I haven't sold all of them yet.  I have sold out of PNW.  They go years in between dividend increases.  I sold out of PGN for two reasons: around the time I made the decision to sell it, its dividend payout ratio was listed at 97%.  That was only part of the reason.  The Florida PSC (Public Service Commision) denied PGN a rate increase.  With a payout ratio already very high, and the dividend growth rate for the last few years only 1 or 2 %  a year, when PGN failed to increase its Feb dividend, that was enough for me.   Feb has been the month for PGN's annual dividend increase for many years now. 

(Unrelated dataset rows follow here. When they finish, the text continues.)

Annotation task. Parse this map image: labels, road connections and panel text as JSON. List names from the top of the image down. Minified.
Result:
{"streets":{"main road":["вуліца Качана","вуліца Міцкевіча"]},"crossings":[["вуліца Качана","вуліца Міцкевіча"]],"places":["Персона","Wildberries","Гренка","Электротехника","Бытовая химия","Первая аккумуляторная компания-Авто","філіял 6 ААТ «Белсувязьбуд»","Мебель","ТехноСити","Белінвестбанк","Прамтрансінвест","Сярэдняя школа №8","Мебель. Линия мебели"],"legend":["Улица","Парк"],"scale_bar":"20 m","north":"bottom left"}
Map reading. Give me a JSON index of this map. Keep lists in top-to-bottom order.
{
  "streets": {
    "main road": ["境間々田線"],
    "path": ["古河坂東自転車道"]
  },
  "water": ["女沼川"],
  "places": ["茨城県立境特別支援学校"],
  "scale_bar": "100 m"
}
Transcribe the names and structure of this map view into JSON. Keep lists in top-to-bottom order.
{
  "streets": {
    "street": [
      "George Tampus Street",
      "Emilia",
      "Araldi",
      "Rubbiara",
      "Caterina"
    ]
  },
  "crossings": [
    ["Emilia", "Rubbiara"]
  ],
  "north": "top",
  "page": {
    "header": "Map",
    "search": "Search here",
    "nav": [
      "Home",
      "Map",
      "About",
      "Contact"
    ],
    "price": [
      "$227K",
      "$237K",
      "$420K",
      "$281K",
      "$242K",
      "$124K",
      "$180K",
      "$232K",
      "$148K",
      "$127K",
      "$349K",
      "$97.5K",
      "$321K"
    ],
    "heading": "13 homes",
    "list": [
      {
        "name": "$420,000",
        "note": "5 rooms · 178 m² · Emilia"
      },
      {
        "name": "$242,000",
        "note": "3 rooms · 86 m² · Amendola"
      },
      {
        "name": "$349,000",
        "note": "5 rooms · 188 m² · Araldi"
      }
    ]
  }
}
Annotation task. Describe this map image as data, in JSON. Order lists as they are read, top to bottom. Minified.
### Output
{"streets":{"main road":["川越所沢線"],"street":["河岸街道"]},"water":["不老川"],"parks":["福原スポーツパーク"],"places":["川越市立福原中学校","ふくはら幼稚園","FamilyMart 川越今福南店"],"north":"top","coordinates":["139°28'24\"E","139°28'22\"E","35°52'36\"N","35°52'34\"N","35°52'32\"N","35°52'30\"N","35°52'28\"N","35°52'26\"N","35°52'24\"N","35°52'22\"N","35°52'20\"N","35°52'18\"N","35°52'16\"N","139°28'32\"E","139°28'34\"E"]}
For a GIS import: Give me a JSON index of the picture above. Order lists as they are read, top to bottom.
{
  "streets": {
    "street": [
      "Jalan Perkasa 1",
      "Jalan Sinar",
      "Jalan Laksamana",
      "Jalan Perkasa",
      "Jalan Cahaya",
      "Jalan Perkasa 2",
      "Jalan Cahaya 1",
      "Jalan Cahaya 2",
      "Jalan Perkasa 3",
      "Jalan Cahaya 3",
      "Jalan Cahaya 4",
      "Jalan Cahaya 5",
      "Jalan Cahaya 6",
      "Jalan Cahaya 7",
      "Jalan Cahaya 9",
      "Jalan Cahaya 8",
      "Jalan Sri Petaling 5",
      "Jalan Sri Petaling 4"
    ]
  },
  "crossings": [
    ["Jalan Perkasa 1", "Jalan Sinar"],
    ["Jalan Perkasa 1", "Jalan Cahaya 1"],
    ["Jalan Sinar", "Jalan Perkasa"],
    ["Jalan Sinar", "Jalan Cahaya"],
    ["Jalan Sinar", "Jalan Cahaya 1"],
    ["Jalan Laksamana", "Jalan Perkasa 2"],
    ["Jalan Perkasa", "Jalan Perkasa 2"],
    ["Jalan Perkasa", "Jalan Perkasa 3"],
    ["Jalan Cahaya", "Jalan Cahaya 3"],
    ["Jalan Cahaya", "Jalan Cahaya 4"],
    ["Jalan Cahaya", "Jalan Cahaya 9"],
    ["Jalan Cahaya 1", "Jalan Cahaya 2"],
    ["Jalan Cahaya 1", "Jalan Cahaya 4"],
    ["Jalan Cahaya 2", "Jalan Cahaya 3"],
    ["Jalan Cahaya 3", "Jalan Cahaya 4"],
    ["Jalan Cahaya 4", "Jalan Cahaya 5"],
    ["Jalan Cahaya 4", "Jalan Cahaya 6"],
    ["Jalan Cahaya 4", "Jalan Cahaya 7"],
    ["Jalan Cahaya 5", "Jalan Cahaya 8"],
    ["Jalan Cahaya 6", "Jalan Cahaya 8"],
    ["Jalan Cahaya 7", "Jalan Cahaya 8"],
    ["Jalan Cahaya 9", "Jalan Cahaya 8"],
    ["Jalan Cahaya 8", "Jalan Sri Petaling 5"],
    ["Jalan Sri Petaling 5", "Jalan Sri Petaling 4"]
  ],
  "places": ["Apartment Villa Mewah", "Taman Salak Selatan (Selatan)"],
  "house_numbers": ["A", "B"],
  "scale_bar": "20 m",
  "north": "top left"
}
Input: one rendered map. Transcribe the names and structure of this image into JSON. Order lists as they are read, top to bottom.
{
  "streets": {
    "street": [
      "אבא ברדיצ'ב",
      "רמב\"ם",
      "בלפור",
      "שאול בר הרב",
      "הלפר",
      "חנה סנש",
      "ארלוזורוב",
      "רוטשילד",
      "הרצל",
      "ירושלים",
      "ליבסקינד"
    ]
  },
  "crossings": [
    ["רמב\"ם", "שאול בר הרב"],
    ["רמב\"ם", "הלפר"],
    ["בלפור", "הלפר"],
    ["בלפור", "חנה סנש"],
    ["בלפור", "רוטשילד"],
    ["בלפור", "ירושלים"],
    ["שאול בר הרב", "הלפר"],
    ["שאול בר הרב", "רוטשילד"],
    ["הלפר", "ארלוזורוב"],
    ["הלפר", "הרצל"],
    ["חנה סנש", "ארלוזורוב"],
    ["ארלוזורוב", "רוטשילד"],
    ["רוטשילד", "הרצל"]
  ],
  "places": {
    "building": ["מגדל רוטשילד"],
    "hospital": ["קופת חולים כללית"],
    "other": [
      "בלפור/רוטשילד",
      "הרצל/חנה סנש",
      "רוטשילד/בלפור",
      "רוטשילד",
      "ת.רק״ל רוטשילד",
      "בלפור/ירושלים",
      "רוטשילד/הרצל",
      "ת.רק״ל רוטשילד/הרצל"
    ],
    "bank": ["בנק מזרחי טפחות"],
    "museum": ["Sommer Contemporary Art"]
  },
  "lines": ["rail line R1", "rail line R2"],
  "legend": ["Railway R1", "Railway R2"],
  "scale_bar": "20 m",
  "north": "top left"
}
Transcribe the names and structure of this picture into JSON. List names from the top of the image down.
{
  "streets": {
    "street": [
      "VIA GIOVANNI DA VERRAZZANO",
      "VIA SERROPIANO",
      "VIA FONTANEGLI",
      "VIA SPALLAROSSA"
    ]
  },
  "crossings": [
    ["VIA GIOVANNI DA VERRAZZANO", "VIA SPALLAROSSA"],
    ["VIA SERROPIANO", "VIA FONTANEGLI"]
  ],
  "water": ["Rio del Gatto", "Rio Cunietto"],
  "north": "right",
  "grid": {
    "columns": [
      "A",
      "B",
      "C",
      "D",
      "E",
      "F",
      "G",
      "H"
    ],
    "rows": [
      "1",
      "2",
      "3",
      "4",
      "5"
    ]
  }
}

I haven't sold AEE yet but I know I going to.  I may hold off actually selling it till I've held it for a year.  I may even change my mind.  So now I still hold shares in AEE, AEP, OKE, and SCG.   I'll definitely keep OKE; it has been growing its dividend faster than many non-utilities.  I may keep SCG and AEP, as they have a dividend growth rate that is ok for a utilty.   To look up the past 3-year and 5-year dividend growth rates, go to Dividendinvestor.com

I like utilities.  But if you start comparing their rates of dividend growth with non-utilities like PEP, PG, CVX, CLX, you will see what I'm talking about. 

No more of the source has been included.